Source data
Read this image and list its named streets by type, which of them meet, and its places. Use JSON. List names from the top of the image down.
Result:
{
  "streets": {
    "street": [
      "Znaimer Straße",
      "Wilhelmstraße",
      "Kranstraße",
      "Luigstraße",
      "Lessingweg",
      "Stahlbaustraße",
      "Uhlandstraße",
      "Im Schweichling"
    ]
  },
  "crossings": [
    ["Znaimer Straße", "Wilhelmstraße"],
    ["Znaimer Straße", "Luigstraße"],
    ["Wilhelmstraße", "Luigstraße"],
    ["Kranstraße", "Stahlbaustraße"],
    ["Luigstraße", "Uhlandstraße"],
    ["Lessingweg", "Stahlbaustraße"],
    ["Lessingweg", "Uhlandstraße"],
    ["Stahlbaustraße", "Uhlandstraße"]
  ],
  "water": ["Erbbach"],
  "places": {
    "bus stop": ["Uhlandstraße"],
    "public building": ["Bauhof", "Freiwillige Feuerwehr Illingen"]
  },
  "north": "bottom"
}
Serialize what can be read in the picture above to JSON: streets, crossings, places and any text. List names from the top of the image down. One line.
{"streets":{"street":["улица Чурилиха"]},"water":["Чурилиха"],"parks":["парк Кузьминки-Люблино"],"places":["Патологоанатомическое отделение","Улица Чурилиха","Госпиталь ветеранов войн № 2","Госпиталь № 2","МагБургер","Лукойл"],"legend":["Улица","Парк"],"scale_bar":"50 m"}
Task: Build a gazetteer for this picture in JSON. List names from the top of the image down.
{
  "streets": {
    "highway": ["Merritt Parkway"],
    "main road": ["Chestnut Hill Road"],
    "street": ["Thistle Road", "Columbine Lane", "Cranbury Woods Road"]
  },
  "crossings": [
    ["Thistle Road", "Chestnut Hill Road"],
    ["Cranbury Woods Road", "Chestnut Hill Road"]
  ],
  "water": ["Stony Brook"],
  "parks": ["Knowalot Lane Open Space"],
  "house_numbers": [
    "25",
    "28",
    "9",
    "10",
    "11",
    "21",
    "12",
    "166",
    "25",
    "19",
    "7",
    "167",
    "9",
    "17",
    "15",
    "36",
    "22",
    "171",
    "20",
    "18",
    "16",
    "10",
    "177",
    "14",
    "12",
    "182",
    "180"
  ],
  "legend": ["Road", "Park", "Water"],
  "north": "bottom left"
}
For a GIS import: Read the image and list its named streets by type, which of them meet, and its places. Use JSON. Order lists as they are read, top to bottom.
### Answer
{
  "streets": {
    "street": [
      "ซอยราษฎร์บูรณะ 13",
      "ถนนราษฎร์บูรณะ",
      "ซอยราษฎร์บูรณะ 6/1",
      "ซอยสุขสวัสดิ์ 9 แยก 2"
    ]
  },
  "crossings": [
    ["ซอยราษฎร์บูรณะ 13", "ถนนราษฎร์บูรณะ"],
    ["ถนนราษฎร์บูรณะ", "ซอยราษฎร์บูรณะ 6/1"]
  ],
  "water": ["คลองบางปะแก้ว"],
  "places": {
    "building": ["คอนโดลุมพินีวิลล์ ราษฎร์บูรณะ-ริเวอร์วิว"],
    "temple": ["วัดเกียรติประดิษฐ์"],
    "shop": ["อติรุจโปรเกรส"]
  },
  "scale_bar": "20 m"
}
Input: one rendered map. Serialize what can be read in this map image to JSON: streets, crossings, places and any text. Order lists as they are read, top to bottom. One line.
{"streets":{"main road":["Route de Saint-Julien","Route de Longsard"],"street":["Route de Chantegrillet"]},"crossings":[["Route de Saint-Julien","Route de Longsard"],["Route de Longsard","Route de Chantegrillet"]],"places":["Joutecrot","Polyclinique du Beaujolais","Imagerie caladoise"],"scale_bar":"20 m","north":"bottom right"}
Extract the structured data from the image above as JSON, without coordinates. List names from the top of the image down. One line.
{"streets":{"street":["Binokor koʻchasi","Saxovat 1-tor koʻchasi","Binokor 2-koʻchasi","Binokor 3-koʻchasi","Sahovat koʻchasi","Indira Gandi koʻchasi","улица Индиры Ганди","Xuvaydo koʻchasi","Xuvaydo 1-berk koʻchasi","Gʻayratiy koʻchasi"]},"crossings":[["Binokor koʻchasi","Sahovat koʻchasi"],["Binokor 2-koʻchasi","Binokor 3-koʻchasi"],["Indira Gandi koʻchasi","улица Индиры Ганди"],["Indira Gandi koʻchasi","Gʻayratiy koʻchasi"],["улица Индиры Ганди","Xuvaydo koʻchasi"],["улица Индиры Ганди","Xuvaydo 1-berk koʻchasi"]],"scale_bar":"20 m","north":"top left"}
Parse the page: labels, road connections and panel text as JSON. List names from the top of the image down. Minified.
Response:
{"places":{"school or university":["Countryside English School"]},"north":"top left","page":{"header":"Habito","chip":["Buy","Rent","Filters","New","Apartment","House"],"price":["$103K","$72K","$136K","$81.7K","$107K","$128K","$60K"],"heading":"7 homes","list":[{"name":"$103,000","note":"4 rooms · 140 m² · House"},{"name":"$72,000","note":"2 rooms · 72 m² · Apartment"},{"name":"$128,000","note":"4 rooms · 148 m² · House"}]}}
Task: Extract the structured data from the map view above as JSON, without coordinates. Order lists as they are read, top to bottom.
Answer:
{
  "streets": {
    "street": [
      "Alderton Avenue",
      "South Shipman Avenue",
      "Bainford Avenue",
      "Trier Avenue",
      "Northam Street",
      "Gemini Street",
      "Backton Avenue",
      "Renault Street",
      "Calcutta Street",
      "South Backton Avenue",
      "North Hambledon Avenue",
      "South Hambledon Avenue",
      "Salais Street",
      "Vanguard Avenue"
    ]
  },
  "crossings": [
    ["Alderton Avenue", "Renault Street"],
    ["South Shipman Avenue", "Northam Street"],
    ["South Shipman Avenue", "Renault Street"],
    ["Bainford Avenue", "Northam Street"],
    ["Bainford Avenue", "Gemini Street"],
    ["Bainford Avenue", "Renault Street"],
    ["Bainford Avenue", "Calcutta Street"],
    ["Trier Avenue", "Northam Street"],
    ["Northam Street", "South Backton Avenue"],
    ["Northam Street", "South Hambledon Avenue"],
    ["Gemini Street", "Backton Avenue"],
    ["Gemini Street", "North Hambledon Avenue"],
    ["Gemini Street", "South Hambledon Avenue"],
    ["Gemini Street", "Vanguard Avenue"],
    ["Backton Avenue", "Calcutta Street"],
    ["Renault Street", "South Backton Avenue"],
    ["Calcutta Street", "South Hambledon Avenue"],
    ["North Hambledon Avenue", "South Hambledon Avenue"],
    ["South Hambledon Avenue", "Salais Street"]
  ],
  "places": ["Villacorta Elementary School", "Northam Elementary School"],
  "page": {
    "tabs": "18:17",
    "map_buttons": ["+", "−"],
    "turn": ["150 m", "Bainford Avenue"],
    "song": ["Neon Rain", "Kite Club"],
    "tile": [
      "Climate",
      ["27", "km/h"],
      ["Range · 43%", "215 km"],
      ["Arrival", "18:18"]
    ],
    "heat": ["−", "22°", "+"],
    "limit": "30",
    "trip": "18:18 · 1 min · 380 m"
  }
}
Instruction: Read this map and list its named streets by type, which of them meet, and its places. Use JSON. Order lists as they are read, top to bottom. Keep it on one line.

Your assignment ::
Output all of the entries, exactly as they are written.

Your response ::
Read this image and list its named streets by type, which of them meet, and its places. Use JSON. List names from the top of the image down.
Result:
{
  "streets": {
    "street": [
      "Znaimer Straße",
      "Wilhelmstraße",
      "Kranstraße",
      "Luigstraße",
      "Lessingweg",
      "Stahlbaustraße",
      "Uhlandstraße",
      "Im Schweichling"
    ]
  },
  "crossings": [
    ["Znaimer Straße", "Wilhelmstraße"],
    ["Znaimer Straße", "Luigstraße"],
    ["Wilhelmstraße", "Luigstraße"],
    ["Kranstraße", "Stahlbaustraße"],
    ["Luigstraße", "Uhlandstraße"],
    ["Lessingweg", "Stahlbaustraße"],
    ["Lessingweg", "Uhlandstraße"],
    ["Stahlbaustraße", "Uhlandstraße"]
  ],
  "water": ["Erbbach"],
  "places": {
    "bus stop": ["Uhlandstraße"],
    "public building": ["Bauhof", "Freiwillige Feuerwehr Illingen"]
  },
  "north": "bottom"
}
Serialize what can be read in the picture above to JSON: streets, crossings, places and any text. List names from the top of the image down. One line.
{"streets":{"street":["улица Чурилиха"]},"water":["Чурилиха"],"parks":["парк Кузьминки-Люблино"],"places":["Патологоанатомическое отделение","Улица Чурилиха","Госпиталь ветеранов войн № 2","Госпиталь № 2","МагБургер","Лукойл"],"legend":["Улица","Парк"],"scale_bar":"50 m"}
Task: Build a gazetteer for this picture in JSON. List names from the top of the image down.
{
  "streets": {
    "highway": ["Merritt Parkway"],
    "main road": ["Chestnut Hill Road"],
    "street": ["Thistle Road", "Columbine Lane", "Cranbury Woods Road"]
  },
  "crossings": [
    ["Thistle Road", "Chestnut Hill Road"],
    ["Cranbury Woods Road", "Chestnut Hill Road"]
  ],
  "water": ["Stony Brook"],
  "parks": ["Knowalot Lane Open Space"],
  "house_numbers": [
    "25",
    "28",
    "9",
    "10",
    "11",
    "21",
    "12",
    "166",
    "25",
    "19",
    "7",
    "167",
    "9",
    "17",
    "15",
    "36",
    "22",
    "171",
    "20",
    "18",
    "16",
    "10",
    "177",
    "14",
    "12",
    "182",
    "180"
  ],
  "legend": ["Road", "Park", "Water"],
  "north": "bottom left"
}
For a GIS import: Read the image and list its named streets by type, which of them meet, and its places. Use JSON. Order lists as they are read, top to bottom.
### Answer
{
  "streets": {
    "street": [
      "ซอยราษฎร์บูรณะ 13",
      "ถนนราษฎร์บูรณะ",
      "ซอยราษฎร์บูรณะ 6/1",
      "ซอยสุขสวัสดิ์ 9 แยก 2"
    ]
  },
  "crossings": [
    ["ซอยราษฎร์บูรณะ 13", "ถนนราษฎร์บูรณะ"],
    ["ถนนราษฎร์บูรณะ", "ซอยราษฎร์บูรณะ 6/1"]
  ],
  "water": ["คลองบางปะแก้ว"],
  "places": {
    "building": ["คอนโดลุมพินีวิลล์ ราษฎร์บูรณะ-ริเวอร์วิว"],
    "temple": ["วัดเกียรติประดิษฐ์"],
    "shop": ["อติรุจโปรเกรส"]
  },
  "scale_bar": "20 m"
}
Input: one rendered map. Serialize what can be read in this map image to JSON: streets, crossings, places and any text. Order lists as they are read, top to bottom. One line.
{"streets":{"main road":["Route de Saint-Julien","Route de Longsard"],"street":["Route de Chantegrillet"]},"crossings":[["Route de Saint-Julien","Route de Longsard"],["Route de Longsard","Route de Chantegrillet"]],"places":["Joutecrot","Polyclinique du Beaujolais","Imagerie caladoise"],"scale_bar":"20 m","north":"bottom right"}
Extract the structured data from the image above as JSON, without coordinates. List names from the top of the image down. One line.
{"streets":{"street":["Binokor koʻchasi","Saxovat 1-tor koʻchasi","Binokor 2-koʻchasi","Binokor 3-koʻchasi","Sahovat koʻchasi","Indira Gandi koʻchasi","улица Индиры Ганди","Xuvaydo koʻchasi","Xuvaydo 1-berk koʻchasi","Gʻayratiy koʻchasi"]},"crossings":[["Binokor koʻchasi","Sahovat koʻchasi"],["Binokor 2-koʻchasi","Binokor 3-koʻchasi"],["Indira Gandi koʻchasi","улица Индиры Ганди"],["Indira Gandi koʻchasi","Gʻayratiy koʻchasi"],["улица Индиры Ганди","Xuvaydo koʻchasi"],["улица Индиры Ганди","Xuvaydo 1-berk koʻchasi"]],"scale_bar":"20 m","north":"top left"}
Parse the page: labels, road connections and panel text as JSON. List names from the top of the image down. Minified.
Response:
{"places":{"school or university":["Countryside English School"]},"north":"top left","page":{"header":"Habito","chip":["Buy","Rent","Filters","New","Apartment","House"],"price":["$103K","$72K","$136K","$81.7K","$107K","$128K","$60K"],"heading":"7 homes","list":[{"name":"$103,000","note":"4 rooms · 140 m² · House"},{"name":"$72,000","note":"2 rooms · 72 m² · Apartment"},{"name":"$128,000","note":"4 rooms · 148 m² · House"}]}}
Task: Extract the structured data from the map view above as JSON, without coordinates. Order lists as they are read, top to bottom.
Answer:
{
  "streets": {
    "street": [
      "Alderton Avenue",
      "South Shipman Avenue",
      "Bainford Avenue",
      "Trier Avenue",
      "Northam Street",
      "Gemini Street",
      "Backton Avenue",
      "Renault Street",
      "Calcutta Street",
      "South Backton Avenue",
      "North Hambledon Avenue",
      "South Hambledon Avenue",
      "Salais Street",
      "Vanguard Avenue"
    ]
  },
  "crossings": [
    ["Alderton Avenue", "Renault Street"],
    ["South Shipman Avenue", "Northam Street"],
    ["South Shipman Avenue", "Renault Street"],
    ["Bainford Avenue", "Northam Street"],
    ["Bainford Avenue", "Gemini Street"],
    ["Bainford Avenue", "Renault Street"],
    ["Bainford Avenue", "Calcutta Street"],
    ["Trier Avenue", "Northam Street"],
    ["Northam Street", "South Backton Avenue"],
    ["Northam Street", "South Hambledon Avenue"],
    ["Gemini Street", "Backton Avenue"],
    ["Gemini Street", "North Hambledon Avenue"],
    ["Gemini Street", "South Hambledon Avenue"],
    ["Gemini Street", "Vanguard Avenue"],
    ["Backton Avenue", "Calcutta Street"],
    ["Renault Street", "South Backton Avenue"],
    ["Calcutta Street", "South Hambledon Avenue"],
    ["North Hambledon Avenue", "South Hambledon Avenue"],
    ["South Hambledon Avenue", "Salais Street"]
  ],
  "places": ["Villacorta Elementary School", "Northam Elementary School"],
  "page": {
    "tabs": "18:17",
    "map_buttons": ["+", "−"],
    "turn": ["150 m", "Bainford Avenue"],
    "song": ["Neon Rain", "Kite Club"],
    "tile": [
      "Climate",
      ["27", "km/h"],
      ["Range · 43%", "215 km"],
      ["Arrival", "18:18"]
    ],
    "heat": ["−", "22°", "+"],
    "limit": "30",
    "trip": "18:18 · 1 min · 380 m"
  }
}
Instruction: Read this map and list its named streets by type, which of them meet, and its places. Use JSON. Order lists as they are read, top to bottom. Keep it on one line.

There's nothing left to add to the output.